◆ **Saved entries**:
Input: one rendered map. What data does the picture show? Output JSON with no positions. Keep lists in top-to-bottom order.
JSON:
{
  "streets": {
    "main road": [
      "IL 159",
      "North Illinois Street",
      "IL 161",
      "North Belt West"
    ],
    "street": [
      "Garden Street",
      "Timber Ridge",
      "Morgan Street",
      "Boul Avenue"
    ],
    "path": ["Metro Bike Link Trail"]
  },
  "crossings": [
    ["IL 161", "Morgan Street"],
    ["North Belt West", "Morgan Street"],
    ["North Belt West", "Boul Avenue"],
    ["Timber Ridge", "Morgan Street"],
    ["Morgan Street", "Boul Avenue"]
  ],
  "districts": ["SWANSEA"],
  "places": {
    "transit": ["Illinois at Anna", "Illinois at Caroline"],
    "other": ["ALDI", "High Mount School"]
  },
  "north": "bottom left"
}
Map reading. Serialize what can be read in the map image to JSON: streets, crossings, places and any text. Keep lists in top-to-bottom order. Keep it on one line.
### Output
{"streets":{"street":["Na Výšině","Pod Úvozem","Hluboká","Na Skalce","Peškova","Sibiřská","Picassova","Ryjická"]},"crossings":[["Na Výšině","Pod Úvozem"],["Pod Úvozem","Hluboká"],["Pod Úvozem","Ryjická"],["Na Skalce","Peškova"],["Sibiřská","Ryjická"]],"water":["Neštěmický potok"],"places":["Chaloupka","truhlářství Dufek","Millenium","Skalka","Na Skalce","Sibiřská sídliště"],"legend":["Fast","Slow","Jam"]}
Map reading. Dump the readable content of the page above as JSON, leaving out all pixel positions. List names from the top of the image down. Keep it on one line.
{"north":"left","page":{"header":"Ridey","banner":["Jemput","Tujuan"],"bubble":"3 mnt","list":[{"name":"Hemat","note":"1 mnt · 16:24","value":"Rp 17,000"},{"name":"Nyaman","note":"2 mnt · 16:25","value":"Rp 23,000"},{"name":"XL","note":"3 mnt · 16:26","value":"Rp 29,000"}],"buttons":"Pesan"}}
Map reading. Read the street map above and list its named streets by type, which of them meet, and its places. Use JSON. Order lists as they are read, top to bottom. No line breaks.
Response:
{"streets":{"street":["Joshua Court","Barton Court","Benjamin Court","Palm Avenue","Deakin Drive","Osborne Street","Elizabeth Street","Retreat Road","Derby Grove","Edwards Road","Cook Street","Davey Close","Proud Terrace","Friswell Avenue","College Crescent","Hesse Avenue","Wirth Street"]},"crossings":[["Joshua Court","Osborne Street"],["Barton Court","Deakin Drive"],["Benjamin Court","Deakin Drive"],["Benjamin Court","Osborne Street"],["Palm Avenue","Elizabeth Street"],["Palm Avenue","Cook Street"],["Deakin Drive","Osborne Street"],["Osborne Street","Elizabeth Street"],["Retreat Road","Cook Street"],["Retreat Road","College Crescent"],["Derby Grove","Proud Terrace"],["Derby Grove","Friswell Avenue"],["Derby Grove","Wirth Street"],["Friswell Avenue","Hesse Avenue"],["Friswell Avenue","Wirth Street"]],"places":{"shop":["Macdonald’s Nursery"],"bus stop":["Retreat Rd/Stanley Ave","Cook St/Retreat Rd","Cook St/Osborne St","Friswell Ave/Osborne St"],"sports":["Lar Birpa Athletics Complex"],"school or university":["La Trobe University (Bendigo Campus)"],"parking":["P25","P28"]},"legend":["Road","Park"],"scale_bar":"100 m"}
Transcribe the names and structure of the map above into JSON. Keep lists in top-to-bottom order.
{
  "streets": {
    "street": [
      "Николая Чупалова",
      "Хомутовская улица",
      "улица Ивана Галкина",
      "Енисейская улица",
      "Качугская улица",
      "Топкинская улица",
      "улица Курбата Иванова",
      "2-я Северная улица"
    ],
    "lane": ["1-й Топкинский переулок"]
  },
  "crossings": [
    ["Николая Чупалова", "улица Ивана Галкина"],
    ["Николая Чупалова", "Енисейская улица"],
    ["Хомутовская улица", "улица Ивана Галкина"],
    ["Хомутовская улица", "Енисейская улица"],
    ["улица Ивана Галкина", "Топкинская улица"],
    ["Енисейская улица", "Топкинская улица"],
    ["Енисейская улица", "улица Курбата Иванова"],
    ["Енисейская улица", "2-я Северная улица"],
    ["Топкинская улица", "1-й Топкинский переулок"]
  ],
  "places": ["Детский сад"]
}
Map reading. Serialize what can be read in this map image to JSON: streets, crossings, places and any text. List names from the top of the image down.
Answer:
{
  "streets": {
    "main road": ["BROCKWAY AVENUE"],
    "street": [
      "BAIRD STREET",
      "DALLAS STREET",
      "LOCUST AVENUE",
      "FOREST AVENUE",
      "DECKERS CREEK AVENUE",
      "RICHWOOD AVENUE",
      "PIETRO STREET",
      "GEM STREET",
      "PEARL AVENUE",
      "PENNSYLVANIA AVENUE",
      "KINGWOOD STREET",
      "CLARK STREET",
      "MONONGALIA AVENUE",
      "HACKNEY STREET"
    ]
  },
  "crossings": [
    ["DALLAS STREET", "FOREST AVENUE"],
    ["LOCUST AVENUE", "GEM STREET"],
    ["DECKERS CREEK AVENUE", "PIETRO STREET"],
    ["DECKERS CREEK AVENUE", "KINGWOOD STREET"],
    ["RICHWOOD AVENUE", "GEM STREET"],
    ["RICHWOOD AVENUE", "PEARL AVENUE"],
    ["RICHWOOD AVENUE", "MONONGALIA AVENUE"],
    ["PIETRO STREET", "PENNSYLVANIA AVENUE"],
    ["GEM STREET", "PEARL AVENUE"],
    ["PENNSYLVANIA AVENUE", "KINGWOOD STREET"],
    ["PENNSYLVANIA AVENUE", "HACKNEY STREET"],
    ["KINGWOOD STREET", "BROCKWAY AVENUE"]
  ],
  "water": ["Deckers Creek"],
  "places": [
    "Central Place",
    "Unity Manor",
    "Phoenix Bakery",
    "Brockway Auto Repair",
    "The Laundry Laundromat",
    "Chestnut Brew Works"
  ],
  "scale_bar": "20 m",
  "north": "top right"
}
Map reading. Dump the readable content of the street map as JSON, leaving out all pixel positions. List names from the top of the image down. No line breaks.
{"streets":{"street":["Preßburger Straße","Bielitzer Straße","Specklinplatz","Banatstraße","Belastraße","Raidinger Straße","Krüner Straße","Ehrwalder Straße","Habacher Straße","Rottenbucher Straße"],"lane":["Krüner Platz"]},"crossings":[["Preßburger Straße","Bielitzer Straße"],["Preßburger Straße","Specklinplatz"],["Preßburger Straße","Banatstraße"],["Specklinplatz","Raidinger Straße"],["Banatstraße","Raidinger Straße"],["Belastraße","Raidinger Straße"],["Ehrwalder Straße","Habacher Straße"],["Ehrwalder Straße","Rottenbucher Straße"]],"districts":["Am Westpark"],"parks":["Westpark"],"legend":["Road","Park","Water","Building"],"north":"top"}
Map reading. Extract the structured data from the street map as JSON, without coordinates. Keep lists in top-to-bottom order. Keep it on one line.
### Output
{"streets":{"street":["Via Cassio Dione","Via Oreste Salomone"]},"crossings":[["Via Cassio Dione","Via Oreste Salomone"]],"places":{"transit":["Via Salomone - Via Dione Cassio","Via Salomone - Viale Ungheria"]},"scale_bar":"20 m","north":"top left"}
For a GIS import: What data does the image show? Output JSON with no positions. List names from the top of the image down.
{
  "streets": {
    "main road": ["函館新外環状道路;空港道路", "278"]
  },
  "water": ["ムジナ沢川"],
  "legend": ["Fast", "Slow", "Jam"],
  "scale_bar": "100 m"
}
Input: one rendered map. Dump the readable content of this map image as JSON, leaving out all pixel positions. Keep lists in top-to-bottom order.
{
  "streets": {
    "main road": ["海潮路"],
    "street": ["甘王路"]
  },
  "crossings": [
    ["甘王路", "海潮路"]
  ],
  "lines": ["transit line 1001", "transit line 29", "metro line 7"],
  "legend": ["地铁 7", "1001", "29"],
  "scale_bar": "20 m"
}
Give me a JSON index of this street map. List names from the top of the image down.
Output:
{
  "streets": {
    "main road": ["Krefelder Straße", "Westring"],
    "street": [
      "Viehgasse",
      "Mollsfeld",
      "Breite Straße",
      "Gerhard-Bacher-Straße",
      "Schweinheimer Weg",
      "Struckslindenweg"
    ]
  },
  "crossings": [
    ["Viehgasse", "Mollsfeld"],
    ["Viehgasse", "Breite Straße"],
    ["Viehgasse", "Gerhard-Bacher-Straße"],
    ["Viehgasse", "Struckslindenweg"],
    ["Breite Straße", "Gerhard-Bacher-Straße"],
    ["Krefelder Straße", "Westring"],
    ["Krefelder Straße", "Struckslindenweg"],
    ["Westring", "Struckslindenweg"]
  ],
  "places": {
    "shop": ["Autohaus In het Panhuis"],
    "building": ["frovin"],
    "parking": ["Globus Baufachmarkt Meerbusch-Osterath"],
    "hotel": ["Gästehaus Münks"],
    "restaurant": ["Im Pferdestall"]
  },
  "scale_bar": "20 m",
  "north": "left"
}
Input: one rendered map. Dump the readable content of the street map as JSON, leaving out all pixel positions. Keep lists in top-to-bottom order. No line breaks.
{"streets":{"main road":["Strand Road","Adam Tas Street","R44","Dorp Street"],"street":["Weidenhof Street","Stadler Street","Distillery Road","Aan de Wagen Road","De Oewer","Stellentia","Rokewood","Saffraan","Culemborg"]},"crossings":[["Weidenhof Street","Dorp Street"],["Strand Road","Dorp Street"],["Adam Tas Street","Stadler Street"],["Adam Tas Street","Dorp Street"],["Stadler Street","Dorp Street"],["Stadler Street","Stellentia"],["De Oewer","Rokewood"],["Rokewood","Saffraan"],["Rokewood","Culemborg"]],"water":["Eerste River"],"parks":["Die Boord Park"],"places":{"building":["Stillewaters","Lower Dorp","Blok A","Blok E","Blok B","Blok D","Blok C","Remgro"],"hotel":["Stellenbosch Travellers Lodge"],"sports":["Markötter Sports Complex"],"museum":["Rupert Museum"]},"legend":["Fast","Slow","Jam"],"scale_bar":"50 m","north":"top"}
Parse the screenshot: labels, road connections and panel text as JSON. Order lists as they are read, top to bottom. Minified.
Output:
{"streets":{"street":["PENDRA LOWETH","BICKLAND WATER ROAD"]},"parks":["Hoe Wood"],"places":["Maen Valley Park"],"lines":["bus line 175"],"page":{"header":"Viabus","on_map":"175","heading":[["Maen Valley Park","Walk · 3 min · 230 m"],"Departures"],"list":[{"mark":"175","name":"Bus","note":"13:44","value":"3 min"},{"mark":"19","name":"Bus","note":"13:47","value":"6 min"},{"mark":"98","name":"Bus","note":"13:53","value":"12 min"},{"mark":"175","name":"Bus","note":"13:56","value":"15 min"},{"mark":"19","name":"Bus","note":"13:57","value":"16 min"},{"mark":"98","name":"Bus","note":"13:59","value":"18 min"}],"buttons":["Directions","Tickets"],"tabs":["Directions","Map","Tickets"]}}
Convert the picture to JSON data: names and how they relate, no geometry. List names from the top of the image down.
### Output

◆ **Brief**: Copy every line of the records above, starting with the first, up to and including the line containing "Map reading. Read".

◆ **Solved problem**:
Input: one rendered map. What data does the picture show? Output JSON with no positions. Keep lists in top-to-bottom order.
JSON:
{
  "streets": {
    "main road": [
      "IL 159",
      "North Illinois Street",
      "IL 161",
      "North Belt West"
    ],
    "street": [
      "Garden Street",
      "Timber Ridge",
      "Morgan Street",
      "Boul Avenue"
    ],
    "path": ["Metro Bike Link Trail"]
  },
  "crossings": [
    ["IL 161", "Morgan Street"],
    ["North Belt West", "Morgan Street"],
    ["North Belt West", "Boul Avenue"],
    ["Timber Ridge", "Morgan Street"],
    ["Morgan Street", "Boul Avenue"]
  ],
  "districts": ["SWANSEA"],
  "places": {
    "transit": ["Illinois at Anna", "Illinois at Caroline"],
    "other": ["ALDI", "High Mount School"]
  },
  "north": "bottom left"
}
Map reading. Serialize what can be read in the map image to JSON: streets, crossings, places and any text. Keep lists in top-to-bottom order. Keep it on one line.
### Output
{"streets":{"street":["Na Výšině","Pod Úvozem","Hluboká","Na Skalce","Peškova","Sibiřská","Picassova","Ryjická"]},"crossings":[["Na Výšině","Pod Úvozem"],["Pod Úvozem","Hluboká"],["Pod Úvozem","Ryjická"],["Na Skalce","Peškova"],["Sibiřská","Ryjická"]],"water":["Neštěmický potok"],"places":["Chaloupka","truhlářství Dufek","Millenium","Skalka","Na Skalce","Sibiřská sídliště"],"legend":["Fast","Slow","Jam"]}
Map reading. Dump the readable content of the page above as JSON, leaving out all pixel positions. List names from the top of the image down. Keep it on one line.
{"north":"left","page":{"header":"Ridey","banner":["Jemput","Tujuan"],"bubble":"3 mnt","list":[{"name":"Hemat","note":"1 mnt · 16:24","value":"Rp 17,000"},{"name":"Nyaman","note":"2 mnt · 16:25","value":"Rp 23,000"},{"name":"XL","note":"3 mnt · 16:26","value":"Rp 29,000"}],"buttons":"Pesan"}}
Map reading. Read the street map above and list its named streets by type, which of them meet, and its places. Use JSON. Order lists as they are read, top to bottom. No line breaks.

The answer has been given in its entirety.